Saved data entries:
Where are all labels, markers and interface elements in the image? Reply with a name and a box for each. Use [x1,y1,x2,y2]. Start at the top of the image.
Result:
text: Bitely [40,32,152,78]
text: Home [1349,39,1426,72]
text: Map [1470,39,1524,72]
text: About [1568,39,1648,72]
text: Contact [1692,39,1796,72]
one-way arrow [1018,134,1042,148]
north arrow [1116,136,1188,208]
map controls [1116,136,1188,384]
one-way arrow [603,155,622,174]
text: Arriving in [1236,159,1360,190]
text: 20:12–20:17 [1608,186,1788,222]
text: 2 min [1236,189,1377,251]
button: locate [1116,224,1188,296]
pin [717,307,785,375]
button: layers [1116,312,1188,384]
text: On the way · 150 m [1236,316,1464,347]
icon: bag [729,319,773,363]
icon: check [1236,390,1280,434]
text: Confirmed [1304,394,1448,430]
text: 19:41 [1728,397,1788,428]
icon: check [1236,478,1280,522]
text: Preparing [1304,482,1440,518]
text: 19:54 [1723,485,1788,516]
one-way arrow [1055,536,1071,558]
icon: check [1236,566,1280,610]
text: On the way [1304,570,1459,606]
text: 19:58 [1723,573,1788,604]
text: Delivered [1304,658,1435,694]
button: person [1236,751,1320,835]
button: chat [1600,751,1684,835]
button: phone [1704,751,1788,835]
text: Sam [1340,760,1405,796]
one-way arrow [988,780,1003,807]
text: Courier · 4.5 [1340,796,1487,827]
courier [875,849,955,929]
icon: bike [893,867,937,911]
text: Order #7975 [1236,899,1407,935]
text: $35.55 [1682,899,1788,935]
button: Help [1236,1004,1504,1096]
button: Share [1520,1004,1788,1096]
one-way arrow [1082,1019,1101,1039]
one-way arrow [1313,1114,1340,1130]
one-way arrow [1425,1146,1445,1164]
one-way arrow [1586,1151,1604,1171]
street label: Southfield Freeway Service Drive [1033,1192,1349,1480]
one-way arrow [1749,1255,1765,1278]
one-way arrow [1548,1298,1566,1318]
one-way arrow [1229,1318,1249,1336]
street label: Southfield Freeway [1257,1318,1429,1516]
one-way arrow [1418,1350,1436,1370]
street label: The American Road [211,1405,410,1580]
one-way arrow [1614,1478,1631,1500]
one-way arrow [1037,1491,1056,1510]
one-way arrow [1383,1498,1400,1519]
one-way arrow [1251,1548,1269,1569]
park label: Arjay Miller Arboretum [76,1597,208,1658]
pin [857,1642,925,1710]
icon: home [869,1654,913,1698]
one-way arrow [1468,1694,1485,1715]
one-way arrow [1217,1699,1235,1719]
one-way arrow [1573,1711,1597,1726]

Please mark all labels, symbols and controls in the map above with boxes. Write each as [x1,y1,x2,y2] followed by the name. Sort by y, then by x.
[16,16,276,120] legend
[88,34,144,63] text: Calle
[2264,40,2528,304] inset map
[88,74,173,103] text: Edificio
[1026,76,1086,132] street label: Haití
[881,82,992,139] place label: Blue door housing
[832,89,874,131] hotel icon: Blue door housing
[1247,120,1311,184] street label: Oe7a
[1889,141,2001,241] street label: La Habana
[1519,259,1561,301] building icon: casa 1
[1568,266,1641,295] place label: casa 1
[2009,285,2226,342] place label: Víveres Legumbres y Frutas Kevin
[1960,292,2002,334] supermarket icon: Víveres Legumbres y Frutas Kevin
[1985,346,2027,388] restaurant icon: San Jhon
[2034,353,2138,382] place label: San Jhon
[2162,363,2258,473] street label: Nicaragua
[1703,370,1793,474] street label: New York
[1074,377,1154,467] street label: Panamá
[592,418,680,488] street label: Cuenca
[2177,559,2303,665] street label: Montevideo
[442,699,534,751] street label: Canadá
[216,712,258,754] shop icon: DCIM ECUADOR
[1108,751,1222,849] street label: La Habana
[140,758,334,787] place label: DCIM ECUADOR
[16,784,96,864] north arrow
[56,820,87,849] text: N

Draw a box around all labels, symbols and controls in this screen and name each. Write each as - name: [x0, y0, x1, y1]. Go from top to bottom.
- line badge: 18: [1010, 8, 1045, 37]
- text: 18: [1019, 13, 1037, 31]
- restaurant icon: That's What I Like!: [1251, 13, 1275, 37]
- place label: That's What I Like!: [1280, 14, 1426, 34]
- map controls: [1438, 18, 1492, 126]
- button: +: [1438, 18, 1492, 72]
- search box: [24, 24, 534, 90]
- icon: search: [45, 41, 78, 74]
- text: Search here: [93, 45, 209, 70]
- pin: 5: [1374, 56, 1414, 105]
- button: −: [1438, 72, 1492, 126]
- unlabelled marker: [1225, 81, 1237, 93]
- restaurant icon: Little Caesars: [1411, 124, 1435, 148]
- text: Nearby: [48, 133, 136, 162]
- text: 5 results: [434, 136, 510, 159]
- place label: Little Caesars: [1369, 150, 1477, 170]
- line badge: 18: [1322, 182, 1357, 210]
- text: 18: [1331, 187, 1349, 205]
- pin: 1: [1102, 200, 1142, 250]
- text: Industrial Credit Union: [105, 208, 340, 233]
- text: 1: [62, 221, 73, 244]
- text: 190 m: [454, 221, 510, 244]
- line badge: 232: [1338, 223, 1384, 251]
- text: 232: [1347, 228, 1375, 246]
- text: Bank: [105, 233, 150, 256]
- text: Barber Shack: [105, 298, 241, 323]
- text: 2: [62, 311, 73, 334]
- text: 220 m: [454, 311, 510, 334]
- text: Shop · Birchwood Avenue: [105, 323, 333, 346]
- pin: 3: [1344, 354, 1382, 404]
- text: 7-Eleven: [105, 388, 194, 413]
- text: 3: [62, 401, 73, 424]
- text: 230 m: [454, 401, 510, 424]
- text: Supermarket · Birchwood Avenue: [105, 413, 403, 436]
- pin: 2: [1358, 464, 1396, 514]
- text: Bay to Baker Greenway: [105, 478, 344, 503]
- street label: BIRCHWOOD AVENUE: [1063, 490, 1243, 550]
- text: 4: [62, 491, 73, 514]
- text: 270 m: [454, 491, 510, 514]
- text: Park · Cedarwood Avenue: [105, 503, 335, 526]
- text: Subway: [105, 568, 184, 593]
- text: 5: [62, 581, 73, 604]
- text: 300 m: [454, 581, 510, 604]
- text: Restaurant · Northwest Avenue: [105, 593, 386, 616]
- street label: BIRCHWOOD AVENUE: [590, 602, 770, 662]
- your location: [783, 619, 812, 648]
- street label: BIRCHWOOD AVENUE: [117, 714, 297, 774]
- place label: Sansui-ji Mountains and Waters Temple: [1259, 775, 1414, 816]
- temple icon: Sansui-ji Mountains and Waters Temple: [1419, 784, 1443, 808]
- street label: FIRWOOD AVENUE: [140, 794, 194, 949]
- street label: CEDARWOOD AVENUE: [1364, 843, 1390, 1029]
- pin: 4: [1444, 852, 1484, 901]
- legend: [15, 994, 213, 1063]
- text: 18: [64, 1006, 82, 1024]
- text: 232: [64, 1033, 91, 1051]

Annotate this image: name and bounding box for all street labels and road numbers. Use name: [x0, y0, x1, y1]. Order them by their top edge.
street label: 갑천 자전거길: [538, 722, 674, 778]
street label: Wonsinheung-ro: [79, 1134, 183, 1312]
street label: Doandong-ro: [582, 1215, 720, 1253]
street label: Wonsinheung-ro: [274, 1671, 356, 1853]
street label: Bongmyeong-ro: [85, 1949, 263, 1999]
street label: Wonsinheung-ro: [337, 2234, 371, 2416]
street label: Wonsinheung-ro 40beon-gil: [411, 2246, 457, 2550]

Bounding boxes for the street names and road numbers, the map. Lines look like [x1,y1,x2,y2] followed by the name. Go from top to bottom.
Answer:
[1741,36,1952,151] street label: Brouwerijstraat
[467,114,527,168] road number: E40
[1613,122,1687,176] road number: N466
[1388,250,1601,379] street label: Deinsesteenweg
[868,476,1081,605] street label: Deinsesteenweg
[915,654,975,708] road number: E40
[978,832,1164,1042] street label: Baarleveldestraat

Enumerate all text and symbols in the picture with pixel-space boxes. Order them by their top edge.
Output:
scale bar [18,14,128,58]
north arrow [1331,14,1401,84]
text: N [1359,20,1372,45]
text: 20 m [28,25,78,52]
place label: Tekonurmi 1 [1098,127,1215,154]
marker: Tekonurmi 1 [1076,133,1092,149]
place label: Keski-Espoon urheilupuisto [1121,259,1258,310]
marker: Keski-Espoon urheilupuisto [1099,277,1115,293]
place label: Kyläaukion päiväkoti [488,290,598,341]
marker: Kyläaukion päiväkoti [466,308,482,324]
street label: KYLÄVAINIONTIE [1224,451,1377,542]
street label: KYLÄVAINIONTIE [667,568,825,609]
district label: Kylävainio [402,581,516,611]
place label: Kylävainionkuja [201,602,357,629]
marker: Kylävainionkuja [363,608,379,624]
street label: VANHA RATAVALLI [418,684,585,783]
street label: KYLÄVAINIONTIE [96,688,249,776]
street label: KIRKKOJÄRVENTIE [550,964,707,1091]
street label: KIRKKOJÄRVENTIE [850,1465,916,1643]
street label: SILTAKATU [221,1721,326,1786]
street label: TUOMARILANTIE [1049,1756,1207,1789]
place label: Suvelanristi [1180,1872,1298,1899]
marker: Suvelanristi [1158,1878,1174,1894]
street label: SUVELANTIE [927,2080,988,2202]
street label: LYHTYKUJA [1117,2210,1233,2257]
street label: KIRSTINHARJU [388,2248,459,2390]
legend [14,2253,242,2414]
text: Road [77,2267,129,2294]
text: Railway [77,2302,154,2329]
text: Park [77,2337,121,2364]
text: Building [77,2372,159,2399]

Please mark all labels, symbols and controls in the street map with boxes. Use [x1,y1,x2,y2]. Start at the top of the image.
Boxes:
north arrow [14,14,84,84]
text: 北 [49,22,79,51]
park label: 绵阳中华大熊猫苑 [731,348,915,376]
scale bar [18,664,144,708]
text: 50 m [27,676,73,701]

Your instructions: Taking the line that contains "Please mark all labels, symbols and controls in the street" as the first, reproduce every line through the end of the entries exactly.

Solution to this problem:
Please mark all labels, symbols and controls in the street map with boxes. Use [x1,y1,x2,y2]. Start at the top of the image.
Boxes:
north arrow [14,14,84,84]
text: 北 [49,22,79,51]
park label: 绵阳中华大熊猫苑 [731,348,915,376]
scale bar [18,664,144,708]
text: 50 m [27,676,73,701]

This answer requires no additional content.